To run the application, open a terminal and navigate to the directory where you saved the translation_app.py file. Then, run the following command:

python translation_app.py

You're done when you see a Response: line with the translated text.

You should see output similar to:

Translating 'I love to code.' to French...
Response: <translated text>

Prerequisites

Before starting this tutorial, you need:

  • Node.js 20 or later installed on your computer. You can download Node.js from the official website.

Set up project

Use Foundry Local in your JavaScript project by following these Windows-specific or Cross-Platform (macOS/Linux/Windows) instructions:

  1. Create a new JavaScript project:
    mkdir app-name
    cd app-name
    npm init -y
    npm pkg set type=module
    
  2. Install the Foundry Local SDK package:
    npm install --winml foundry-local-sdk
    npm install openai
    

Install LangChain packages

You also need to install the following Node.js packages:

npm install @langchain/openai @langchain/core

Create a translation application

Create a new JavaScript file named translation_app.js in your favorite IDE and add the following code:

import { ChatOpenAI } from "@langchain/openai";
import { ChatPromptTemplate } from "@langchain/core/prompts";
import { FoundryLocalManager } from 'foundry-local-sdk';

// Initialize the Foundry Local SDK
console.log('Initializing Foundry Local SDK...');

const endpointUrl = 'http://localhost:5764';

const manager = FoundryLocalManager.create({
    appName: 'foundry_local_samples',
    logLevel: 'info',
    webServiceUrls: endpointUrl
});
console.log('✓ SDK initialized successfully');

// Get the model object
const modelAlias = 'qwen2.5-0.5b'; // Using an available model from the list above
const model = await manager.catalog.getModel(modelAlias);
model.selectVariant('qwen2.5-0.5b-instruct-generic-cpu:4');

// Download the model
console.log(`\nDownloading model ${modelAlias}...`);
await model.download();
console.log('✓ Model downloaded');

// Load the model
console.log(`\nLoading model ${modelAlias}...`);
await model.load();
console.log('✓ Model loaded');

// Start the web service
console.log('\nStarting web service...');
manager.startWebService();
console.log('✓ Web service started');


// Configure ChatOpenAI to use your locally-running model
const llm = new ChatOpenAI({
    model: model.id,
    configuration: {
        baseURL: endpointUrl + '/v1',
        apiKey: 'notneeded'
    },
    temperature: 0.6,
    streaming: false
});

// Create a translation prompt template
const prompt = ChatPromptTemplate.fromMessages([
    {
        role: "system",
        content: "You are a helpful assistant that translates {input_language} to {output_language}."
    },
    {
        role: "user",
        content: "{input}"
    }
]);

// Build a simple chain by connecting the prompt to the language model
const chain = prompt.pipe(llm);

const input = "I love to code.";
console.log(`Translating '${input}' to French...`);

// Run the chain with your inputs
await chain.invoke({
    input_language: "English",
    output_language: "French",
    input: input
}).then(aiMsg => {
    // Print the result content
    console.log(`Response: ${aiMsg.content}`);
}).catch(err => {
    console.error("Error:", err);
});

// Tidy up
console.log('Unloading model and stopping web service...');
await model.unload();
manager.stopWebService();
console.log(`✓ Model unloaded and web service stopped`);

Run the application

To run the application, open a terminal and navigate to the directory where you saved the translation_app.js file. Then, run the following command:

node translation_app.js

You're done when you see a Response: line with the translated text.

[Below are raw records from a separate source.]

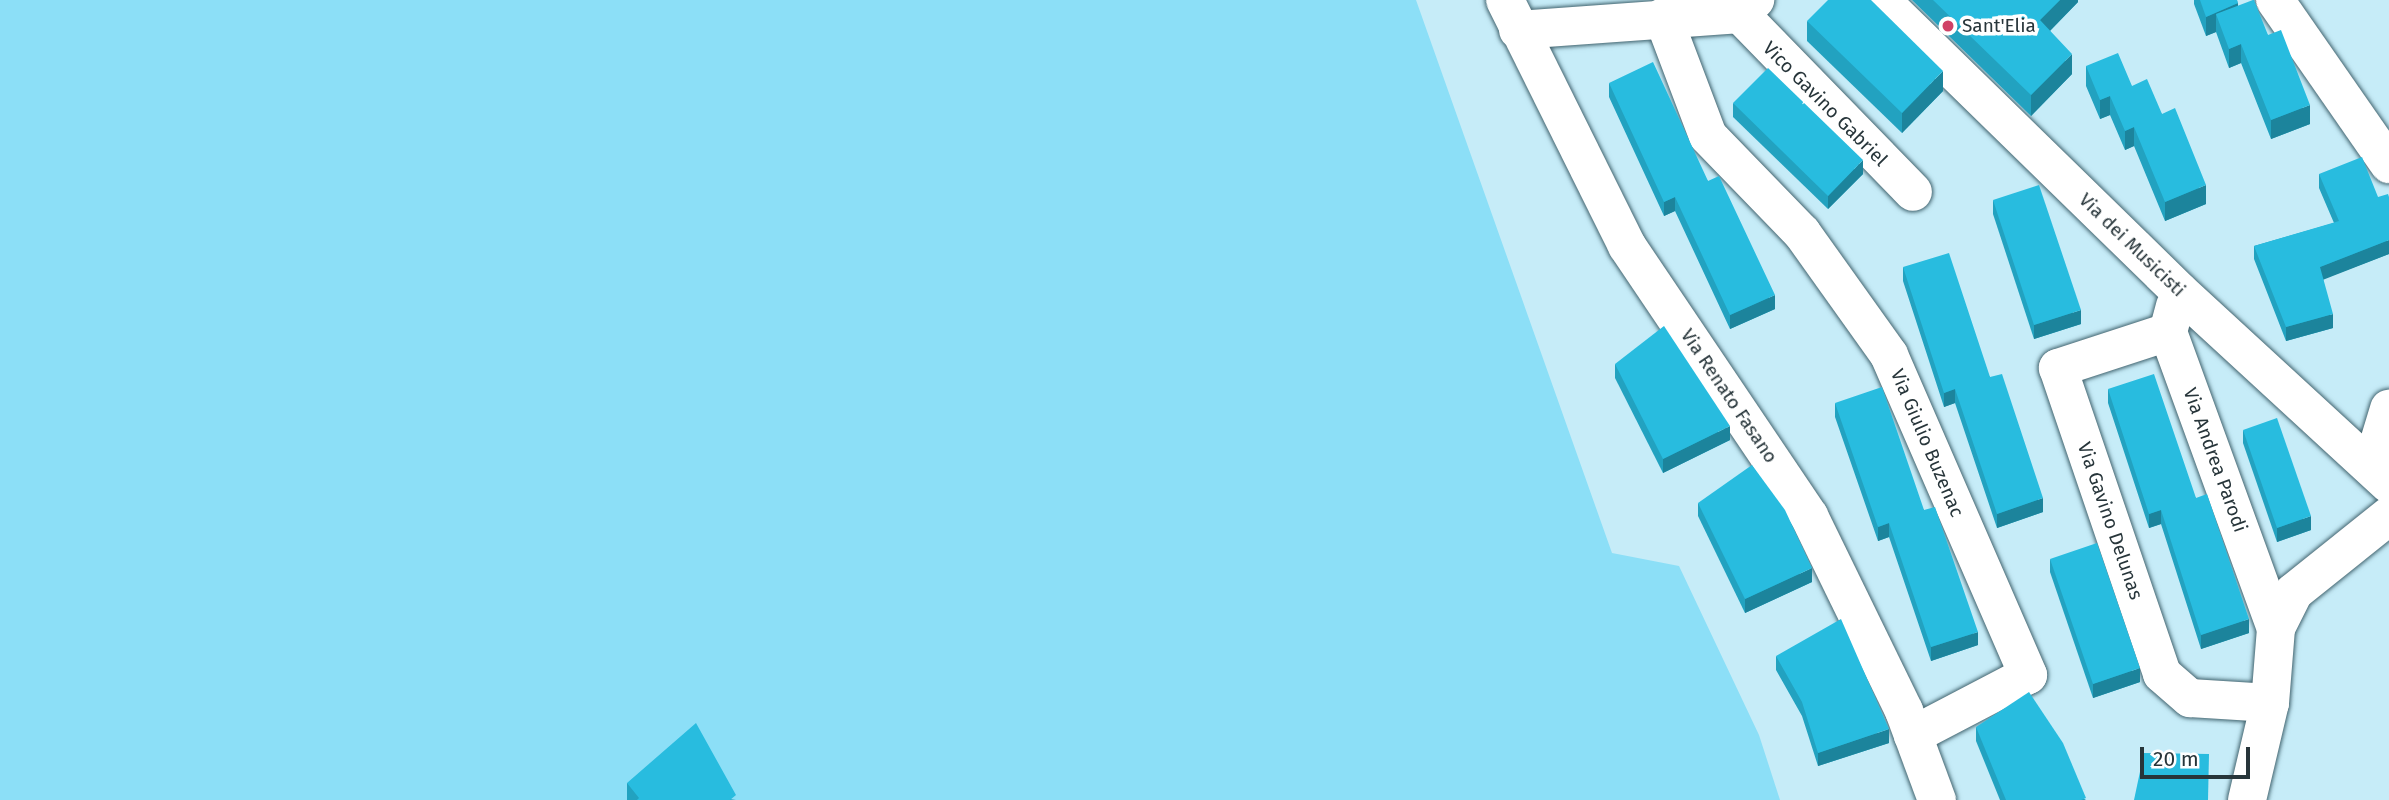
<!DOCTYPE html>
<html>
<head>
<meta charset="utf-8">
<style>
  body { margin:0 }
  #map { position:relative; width:2389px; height:800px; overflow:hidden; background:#c6ecf8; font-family:"Fira Sans",sans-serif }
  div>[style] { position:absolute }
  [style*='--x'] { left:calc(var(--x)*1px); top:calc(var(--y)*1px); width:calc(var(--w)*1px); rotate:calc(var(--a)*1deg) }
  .green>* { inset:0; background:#8cdff7 }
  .roads { filter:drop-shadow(0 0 2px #42646f) drop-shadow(0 0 2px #42646f) }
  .minor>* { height:38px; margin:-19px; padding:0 19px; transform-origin:19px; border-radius:19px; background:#fff }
  .wall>* { inset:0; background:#22a2c0 }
  .shaded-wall>* { inset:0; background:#1c849c }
  .building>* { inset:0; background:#28bcdf }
  .dots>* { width:19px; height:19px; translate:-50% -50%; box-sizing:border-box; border:4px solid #fff; border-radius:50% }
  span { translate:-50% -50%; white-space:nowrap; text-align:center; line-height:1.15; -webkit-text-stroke:7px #fff; paint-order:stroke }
  .poi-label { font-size:19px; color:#27353a }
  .left { translate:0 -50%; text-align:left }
  .street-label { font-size:19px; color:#27353a }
  .scale { position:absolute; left:2140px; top:747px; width:110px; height:32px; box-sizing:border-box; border:4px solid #27353a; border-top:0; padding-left:9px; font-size:21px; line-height:24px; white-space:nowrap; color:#27353a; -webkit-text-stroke:5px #fff; paint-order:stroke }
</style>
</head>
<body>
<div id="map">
  <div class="green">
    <div style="clip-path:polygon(0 0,1416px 0,1612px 553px,1679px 566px,1759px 735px,1780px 800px,0 800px)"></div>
  </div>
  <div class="roads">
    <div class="minor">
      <div style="--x:1505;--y:0;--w:275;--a:63.6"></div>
      <div style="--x:1627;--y:246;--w:326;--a:56"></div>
      <div style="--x:1809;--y:516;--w:217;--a:64"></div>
      <div style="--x:1904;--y:711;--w:95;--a:69.7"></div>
      <div style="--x:1881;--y:0;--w:417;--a:44.3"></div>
      <div style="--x:2179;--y:291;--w:285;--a:42.6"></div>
      <div style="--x:2275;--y:0;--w:200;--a:55.2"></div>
      <div style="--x:1740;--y:14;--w:248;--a:45.8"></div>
      <div style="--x:1663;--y:17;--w:127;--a:69.3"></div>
      <div style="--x:1708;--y:136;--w:135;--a:45.9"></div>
      <div style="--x:1802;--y:233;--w:150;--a:54.5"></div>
      <div style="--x:1889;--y:355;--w:349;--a:66.5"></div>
      <div style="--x:2028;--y:675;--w:130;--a:152.4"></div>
      <div style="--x:1518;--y:30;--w:223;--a:-4.1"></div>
      <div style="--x:1740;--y:14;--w:21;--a:-43"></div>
      <div style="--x:2175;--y:306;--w:27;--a:105"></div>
      <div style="--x:2168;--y:332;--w:315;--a:70"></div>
      <div style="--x:2168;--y:332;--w:116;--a:161.9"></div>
      <div style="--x:2058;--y:368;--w:323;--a:71.2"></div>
      <div style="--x:2162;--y:674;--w:37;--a:41"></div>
      <div style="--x:2190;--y:698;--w:80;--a:3.6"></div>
      <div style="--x:2372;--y:465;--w:59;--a:-73.1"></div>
      <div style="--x:2247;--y:800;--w:100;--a:-76.7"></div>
      <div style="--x:2270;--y:703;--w:75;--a:-85.4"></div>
      <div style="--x:2276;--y:628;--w:40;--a:-63.4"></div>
      <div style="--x:2294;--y:592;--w:122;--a:-38.7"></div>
    </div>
  </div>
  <div class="wall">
    <div style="clip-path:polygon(1912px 0,2078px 0,2078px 2px,2050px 31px,2072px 74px,2031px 116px)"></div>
    <div style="clip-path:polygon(2194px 0,2237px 0,2238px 6px,2268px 35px,2310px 124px,2271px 139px,2241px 63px,2229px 68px,2216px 32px,2206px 36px,2194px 4px)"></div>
    <div style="clip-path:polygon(1807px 21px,1943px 91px,1902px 133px,1807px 41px)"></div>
    <div style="clip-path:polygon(2086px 66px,2132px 86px,2162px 114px,2206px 204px,2165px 221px,2134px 146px,2125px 150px,2110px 115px,2100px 119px,2086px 86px)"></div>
    <div style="clip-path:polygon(1609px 83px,1708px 181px,1775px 309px,1730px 329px,1675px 211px,1664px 216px,1609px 97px)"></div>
    <div style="clip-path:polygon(1733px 103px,1863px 174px,1828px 209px,1733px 117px)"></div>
    <div style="clip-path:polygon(2319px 174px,2378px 197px,2389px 254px,2323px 279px,2333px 328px,2286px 341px,2254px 259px,2254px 246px,2334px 223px,2319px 188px)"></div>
    <div style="clip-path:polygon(1993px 200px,2081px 324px,2034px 339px,1993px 214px)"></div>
    <div style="clip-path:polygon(1903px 267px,1990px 377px,2043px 512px,1997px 528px,1955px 403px,1944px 407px,1903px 281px)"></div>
    <div style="clip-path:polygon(1615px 364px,1730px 440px,1663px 473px,1615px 378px)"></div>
    <div style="clip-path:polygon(2108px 389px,2196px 498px,2249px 633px,2201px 649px,2161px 524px,2149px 528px,2108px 403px)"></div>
    <div style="clip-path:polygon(1835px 403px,1924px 510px,1978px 645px,1931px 661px,1889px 537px,1878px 541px,1835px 417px)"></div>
    <div style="clip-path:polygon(2243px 430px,2311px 530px,2277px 542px,2243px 443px)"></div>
    <div style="clip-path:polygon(1698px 503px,1812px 582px,1745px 613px,1698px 516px)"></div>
    <div style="clip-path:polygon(2050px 559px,2140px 682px,2093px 698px,2050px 572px)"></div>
    <div style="clip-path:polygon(1776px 656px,1889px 743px,1818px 766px,1802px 716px,1776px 670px)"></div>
    <div style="clip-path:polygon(1976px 727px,2086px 800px,2000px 800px,1976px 741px)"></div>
    <div style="clip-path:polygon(627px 783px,736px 800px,627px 800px)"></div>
  </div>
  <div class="shaded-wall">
    <div style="clip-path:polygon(2060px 0,2078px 0,2078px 2px,2040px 41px,2040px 20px)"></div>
    <div style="clip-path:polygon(2238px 3px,2238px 23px,2216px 14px,2216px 32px,2206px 36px,2206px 17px)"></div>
    <div style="clip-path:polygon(2241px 44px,2241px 63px,2229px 68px,2229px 49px)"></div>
    <div style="clip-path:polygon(2072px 54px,2072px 74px,2031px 116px,2031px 95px)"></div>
    <div style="clip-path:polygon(1943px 71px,1943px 91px,1902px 133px,1902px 113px)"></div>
    <div style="clip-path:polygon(2110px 96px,2110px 115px,2100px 119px,2100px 100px)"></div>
    <div style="clip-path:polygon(2310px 105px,2310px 124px,2271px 139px,2271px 120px)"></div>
    <div style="clip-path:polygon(2134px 127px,2134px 146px,2125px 150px,2125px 131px)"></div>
    <div style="clip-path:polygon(1863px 160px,1863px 174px,1828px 209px,1828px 196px)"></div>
    <div style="clip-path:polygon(2206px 185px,2206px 204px,2165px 221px,2165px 202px)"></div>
    <div style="clip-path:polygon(1675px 197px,1675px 211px,1664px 216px,1664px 202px)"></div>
    <div style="clip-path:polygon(2389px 240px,2389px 254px,2320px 281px,2320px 267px)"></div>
    <div style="clip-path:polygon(1775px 295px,1775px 309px,1730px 329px,1730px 315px)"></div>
    <div style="clip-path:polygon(2081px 310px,2081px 324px,2034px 339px,2034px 325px)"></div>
    <div style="clip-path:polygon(2333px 314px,2333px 328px,2286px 341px,2286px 327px)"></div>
    <div style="clip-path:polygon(1955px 389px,1955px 403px,1944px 407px,1944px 393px)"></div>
    <div style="clip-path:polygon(1730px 426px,1730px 440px,1663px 473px,1663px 459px)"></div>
    <div style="clip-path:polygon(2043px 498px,2043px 512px,1997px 528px,1997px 514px)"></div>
    <div style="clip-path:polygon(2161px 510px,2161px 524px,2149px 528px,2149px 514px)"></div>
    <div style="clip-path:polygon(2311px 516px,2311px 530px,2277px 542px,2277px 528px)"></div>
    <div style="clip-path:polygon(1889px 523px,1889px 537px,1878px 541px,1878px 527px)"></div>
    <div style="clip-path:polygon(1812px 568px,1812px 582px,1745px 613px,1745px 599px)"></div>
    <div style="clip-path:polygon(2249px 619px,2249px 633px,2201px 649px,2201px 635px)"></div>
    <div style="clip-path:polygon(1978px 632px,1978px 645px,1931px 661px,1931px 647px)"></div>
    <div style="clip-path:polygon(2140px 668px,2140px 682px,2093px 698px,2093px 684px)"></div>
    <div style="clip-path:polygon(1889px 729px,1889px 743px,1818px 766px,1818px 753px)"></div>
  </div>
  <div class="building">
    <div style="clip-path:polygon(1828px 0,1871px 0,1943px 71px,1902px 113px,1807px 21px)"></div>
    <div style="clip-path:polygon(1933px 0,2060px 0,2040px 20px,2072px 54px,2031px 95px)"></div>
    <div style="clip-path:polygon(2200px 0,2237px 0,2238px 3px,2206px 17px)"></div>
    <div style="clip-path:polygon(2253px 0,2254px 0,2268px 35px,2281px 30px,2310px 105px,2271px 120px,2241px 44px,2229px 49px,2216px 14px)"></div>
    <div style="clip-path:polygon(2118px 53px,2132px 86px,2147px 79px,2162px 114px,2175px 108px,2206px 185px,2165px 202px,2134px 127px,2125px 131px,2110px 96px,2100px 100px,2086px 66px)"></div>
    <div style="clip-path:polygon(1653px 62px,1708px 181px,1719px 176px,1775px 295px,1730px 315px,1675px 197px,1664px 202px,1609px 83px)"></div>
    <div style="clip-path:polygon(1768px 68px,1863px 160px,1828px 196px,1733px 103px)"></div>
    <div style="clip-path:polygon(2362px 157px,2378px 197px,2388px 194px,2389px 197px,2389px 240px,2320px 267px,2333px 314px,2286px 327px,2254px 246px,2339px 221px,2319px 174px)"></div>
    <div style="clip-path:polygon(2039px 185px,2081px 310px,2034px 325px,1993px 200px)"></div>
    <div style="clip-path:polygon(1949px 253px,1990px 377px,2002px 374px,2043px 498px,1997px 514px,1955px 389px,1944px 393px,1903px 267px)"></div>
    <div style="clip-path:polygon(1664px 326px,1730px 426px,1663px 459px,1615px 364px)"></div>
    <div style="clip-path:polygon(2154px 374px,2196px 498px,2207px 494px,2249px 619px,2201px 635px,2161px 510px,2149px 514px,2108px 389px)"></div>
    <div style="clip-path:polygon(1882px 387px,1924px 510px,1935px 507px,1978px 632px,1931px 647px,1889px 523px,1878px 527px,1835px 403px)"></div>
    <div style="clip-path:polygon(2277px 418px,2311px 516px,2277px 528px,2243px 430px)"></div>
    <div style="clip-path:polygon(1752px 465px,1785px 510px,1812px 568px,1745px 599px,1698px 503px)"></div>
    <div style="clip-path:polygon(2097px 543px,2140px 668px,2093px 684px,2050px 559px)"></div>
    <div style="clip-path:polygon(1841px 619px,1889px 729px,1818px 753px,1802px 702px,1776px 656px)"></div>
    <div style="clip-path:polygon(2029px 692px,2063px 743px,2086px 798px,2081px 800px,2006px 800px,1976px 727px)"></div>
    <div style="clip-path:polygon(696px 723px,736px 795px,730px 800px,637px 800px,639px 798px,627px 783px)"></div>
    <div style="clip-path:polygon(2144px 753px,2209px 754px,2208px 800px,2134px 800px)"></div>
  </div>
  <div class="dots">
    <div style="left:1948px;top:26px;background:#d04166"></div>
  </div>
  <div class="poi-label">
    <span class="left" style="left:1962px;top:26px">Sant'Elia</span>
  </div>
  <div class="street-label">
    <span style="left:1825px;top:104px;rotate:45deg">Vico Gavino Gabriel</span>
    <span style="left:2132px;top:245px;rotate:44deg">Via dei Musicisti</span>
    <span style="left:1729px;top:396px;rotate:56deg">Via Renato Fasano</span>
    <span style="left:1927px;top:443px;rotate:67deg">Via Giulio Buzenac</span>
    <span style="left:2215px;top:460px;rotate:70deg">Via Andrea Parodi</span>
    <span style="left:2110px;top:521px;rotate:71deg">Via Gavino Delunas</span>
  </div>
  <div class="scale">20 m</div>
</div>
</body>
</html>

You should see output similar to:

Translating 'I love to code.' to French...
Response: J'aime le coder

Troubleshooting

  • If you see a service connection error, restart the Foundry Local service and try again.
  • The first run can take longer because Foundry Local might download the model.
  • If Node.js fails with an import or top-level await error, confirm your project is configured for ES modules.